Among the entries that follow, the required portion opens with the line containing "[0,347,37,323,82,290]" and closes with the line containing "trace(dot, '#d0f7f0', 1.5);". Give that portion again exactly, and nothing else.
Dataset records: Begin
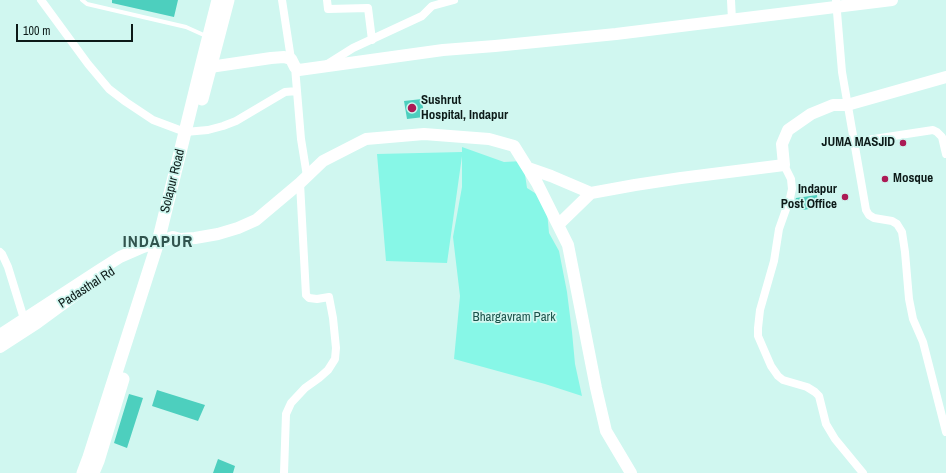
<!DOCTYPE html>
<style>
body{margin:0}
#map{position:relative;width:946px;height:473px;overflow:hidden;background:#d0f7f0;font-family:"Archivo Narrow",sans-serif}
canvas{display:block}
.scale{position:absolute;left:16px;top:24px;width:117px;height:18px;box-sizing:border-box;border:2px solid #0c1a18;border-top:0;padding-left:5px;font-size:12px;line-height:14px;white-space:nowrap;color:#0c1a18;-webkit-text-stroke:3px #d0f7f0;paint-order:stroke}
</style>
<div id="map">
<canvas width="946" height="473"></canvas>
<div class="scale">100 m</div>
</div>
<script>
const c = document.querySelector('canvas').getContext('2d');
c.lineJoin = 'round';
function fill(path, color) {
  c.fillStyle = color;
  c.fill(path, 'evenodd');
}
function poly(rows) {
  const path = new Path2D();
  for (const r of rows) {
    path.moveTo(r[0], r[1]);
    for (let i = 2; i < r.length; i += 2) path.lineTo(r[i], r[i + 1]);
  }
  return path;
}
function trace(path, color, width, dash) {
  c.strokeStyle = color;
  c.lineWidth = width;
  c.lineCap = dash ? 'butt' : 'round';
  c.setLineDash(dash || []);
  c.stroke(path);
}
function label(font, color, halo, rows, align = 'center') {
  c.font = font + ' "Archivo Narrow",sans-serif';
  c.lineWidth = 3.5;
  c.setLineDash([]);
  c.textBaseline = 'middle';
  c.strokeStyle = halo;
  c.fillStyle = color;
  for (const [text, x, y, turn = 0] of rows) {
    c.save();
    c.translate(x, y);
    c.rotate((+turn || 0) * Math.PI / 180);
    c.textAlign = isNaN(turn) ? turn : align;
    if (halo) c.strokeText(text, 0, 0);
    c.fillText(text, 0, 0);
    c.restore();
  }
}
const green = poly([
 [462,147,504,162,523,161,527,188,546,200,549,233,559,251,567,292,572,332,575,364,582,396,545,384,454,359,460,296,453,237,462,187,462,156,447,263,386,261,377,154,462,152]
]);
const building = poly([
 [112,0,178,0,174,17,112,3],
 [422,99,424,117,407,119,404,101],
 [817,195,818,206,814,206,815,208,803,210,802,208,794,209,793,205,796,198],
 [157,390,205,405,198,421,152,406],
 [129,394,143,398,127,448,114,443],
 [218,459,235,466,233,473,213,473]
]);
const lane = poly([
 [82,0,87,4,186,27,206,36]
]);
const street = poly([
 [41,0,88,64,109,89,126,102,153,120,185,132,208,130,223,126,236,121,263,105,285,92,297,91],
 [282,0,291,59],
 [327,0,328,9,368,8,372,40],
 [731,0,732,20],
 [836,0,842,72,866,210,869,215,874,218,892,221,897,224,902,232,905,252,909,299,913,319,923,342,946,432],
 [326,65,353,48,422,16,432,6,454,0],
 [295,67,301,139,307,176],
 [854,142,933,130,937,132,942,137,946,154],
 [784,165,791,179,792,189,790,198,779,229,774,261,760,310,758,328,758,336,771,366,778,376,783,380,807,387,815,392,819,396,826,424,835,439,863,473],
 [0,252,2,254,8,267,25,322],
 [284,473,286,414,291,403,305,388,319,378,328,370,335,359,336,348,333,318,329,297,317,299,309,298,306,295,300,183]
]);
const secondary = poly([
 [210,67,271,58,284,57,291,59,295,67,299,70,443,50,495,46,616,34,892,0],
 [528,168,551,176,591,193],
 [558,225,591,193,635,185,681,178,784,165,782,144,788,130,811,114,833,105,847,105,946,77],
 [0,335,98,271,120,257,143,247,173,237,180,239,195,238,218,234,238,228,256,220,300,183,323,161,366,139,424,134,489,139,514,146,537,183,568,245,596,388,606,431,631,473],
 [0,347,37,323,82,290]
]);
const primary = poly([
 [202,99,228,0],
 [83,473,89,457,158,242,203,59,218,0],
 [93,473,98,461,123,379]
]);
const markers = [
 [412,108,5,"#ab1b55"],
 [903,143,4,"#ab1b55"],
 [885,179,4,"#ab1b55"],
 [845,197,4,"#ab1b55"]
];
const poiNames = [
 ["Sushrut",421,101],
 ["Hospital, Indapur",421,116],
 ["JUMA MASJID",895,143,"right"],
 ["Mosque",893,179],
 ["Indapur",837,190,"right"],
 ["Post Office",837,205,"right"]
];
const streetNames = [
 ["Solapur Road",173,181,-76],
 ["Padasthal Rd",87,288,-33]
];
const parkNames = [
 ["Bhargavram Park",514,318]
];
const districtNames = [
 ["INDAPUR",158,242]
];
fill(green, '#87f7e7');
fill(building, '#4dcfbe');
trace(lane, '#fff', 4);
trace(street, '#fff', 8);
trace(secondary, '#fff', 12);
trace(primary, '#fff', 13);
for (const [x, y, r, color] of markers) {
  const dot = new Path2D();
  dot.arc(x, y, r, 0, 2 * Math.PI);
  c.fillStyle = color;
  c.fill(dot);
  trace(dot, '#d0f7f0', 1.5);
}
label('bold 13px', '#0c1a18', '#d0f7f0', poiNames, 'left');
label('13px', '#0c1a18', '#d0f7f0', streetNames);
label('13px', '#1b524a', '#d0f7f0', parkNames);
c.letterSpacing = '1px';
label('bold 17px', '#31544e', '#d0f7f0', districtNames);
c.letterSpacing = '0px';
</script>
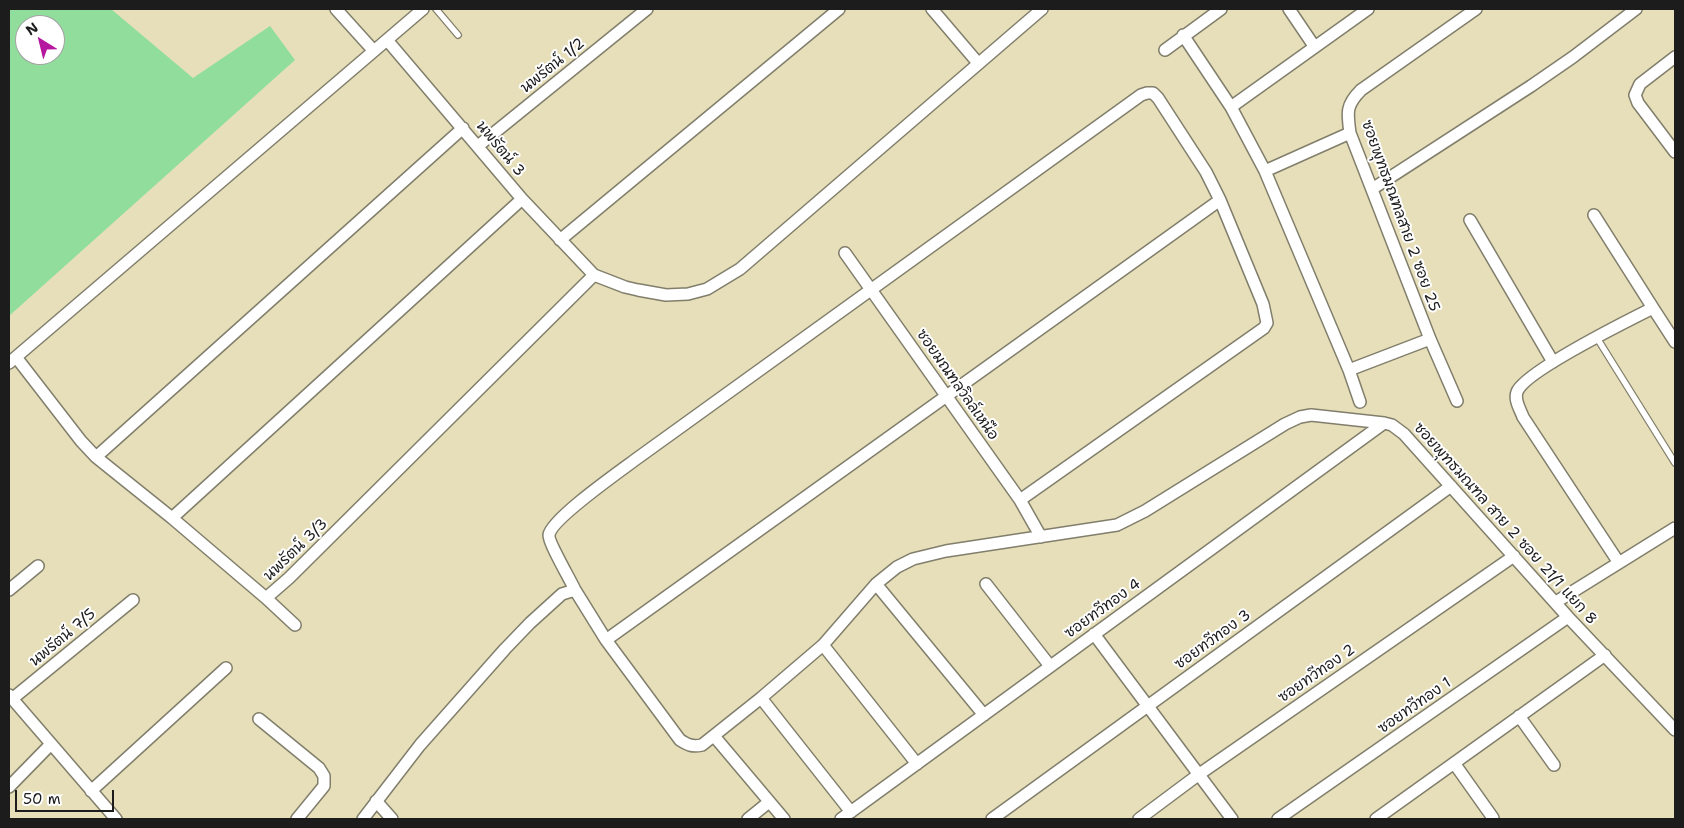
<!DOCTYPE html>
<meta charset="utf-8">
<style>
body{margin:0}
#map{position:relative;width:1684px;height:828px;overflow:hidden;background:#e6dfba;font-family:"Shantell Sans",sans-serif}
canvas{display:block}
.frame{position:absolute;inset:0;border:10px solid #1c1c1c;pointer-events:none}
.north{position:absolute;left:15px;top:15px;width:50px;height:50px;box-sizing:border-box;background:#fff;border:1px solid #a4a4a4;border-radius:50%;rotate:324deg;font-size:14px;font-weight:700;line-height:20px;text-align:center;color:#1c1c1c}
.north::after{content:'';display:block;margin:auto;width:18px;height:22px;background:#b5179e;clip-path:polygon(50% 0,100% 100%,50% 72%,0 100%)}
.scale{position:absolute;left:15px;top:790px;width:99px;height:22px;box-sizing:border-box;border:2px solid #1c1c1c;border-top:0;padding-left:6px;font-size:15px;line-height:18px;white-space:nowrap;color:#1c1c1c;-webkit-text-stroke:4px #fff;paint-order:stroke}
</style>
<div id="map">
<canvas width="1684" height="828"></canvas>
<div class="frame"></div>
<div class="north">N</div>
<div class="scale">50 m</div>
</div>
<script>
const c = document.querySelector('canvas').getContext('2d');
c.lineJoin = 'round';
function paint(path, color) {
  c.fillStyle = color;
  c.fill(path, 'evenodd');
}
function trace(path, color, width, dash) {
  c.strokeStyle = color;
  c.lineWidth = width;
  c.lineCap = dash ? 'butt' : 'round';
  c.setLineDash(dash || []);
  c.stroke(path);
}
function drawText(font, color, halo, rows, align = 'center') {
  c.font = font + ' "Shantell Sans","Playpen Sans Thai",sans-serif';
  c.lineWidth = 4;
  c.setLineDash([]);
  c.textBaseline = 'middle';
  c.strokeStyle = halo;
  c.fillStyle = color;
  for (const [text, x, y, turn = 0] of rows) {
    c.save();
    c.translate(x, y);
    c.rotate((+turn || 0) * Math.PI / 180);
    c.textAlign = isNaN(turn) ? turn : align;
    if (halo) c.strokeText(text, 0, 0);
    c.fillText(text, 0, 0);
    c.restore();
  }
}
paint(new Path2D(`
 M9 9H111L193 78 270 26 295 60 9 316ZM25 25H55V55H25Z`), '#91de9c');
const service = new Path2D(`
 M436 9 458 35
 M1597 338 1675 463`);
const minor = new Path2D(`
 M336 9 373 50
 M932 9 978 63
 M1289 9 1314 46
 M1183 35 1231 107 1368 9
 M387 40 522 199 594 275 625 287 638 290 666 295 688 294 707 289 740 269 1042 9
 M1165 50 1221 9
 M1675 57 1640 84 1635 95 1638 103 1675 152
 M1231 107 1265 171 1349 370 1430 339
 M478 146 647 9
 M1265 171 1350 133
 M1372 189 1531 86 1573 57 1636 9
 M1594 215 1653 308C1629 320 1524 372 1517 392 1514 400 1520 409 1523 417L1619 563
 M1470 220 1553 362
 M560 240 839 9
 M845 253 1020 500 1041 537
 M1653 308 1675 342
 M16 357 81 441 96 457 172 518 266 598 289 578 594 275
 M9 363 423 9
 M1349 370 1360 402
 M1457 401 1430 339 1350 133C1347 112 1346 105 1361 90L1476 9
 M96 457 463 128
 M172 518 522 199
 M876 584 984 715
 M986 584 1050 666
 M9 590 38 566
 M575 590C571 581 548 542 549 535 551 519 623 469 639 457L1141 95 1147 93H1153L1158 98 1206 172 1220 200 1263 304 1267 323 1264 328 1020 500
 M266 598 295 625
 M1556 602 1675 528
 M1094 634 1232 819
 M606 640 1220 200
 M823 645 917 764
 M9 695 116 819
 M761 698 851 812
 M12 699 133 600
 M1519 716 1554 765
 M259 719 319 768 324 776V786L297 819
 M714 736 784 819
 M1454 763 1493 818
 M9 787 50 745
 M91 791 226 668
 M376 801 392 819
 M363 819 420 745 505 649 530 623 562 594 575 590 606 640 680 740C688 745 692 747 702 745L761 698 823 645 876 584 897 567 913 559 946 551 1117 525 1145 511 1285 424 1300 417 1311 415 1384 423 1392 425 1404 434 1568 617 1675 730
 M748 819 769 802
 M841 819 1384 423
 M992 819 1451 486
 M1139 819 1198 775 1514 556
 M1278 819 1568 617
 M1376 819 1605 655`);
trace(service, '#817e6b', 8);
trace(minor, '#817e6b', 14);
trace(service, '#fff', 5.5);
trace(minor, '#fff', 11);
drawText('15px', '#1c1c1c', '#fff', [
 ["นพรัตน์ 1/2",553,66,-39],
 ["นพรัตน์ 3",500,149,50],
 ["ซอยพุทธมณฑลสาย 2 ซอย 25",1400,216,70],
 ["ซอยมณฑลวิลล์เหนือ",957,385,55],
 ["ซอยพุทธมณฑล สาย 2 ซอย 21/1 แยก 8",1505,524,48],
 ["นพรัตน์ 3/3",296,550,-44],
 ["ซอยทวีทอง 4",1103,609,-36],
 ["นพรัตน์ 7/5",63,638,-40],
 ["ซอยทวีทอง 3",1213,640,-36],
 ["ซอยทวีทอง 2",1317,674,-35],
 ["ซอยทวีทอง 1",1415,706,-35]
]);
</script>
Dataset records: End
= Exercise answer =
 [0,347,37,323,82,290]
]);
const primary = poly([
 [202,99,228,0],
 [83,473,89,457,158,242,203,59,218,0],
 [93,473,98,461,123,379]
]);
const markers = [
 [412,108,5,"#ab1b55"],
 [903,143,4,"#ab1b55"],
 [885,179,4,"#ab1b55"],
 [845,197,4,"#ab1b55"]
];
const poiNames = [
 ["Sushrut",421,101],
 ["Hospital, Indapur",421,116],
 ["JUMA MASJID",895,143,"right"],
 ["Mosque",893,179],
 ["Indapur",837,190,"right"],
 ["Post Office",837,205,"right"]
];
const streetNames = [
 ["Solapur Road",173,181,-76],
 ["Padasthal Rd",87,288,-33]
];
const parkNames = [
 ["Bhargavram Park",514,318]
];
const districtNames = [
 ["INDAPUR",158,242]
];
fill(green, '#87f7e7');
fill(building, '#4dcfbe');
trace(lane, '#fff', 4);
trace(street, '#fff', 8);
trace(secondary, '#fff', 12);
trace(primary, '#fff', 13);
for (const [x, y, r, color] of markers) {
  const dot = new Path2D();
  dot.arc(x, y, r, 0, 2 * Math.PI);
  c.fillStyle = color;
  c.fill(dot);
  trace(dot, '#d0f7f0', 1.5);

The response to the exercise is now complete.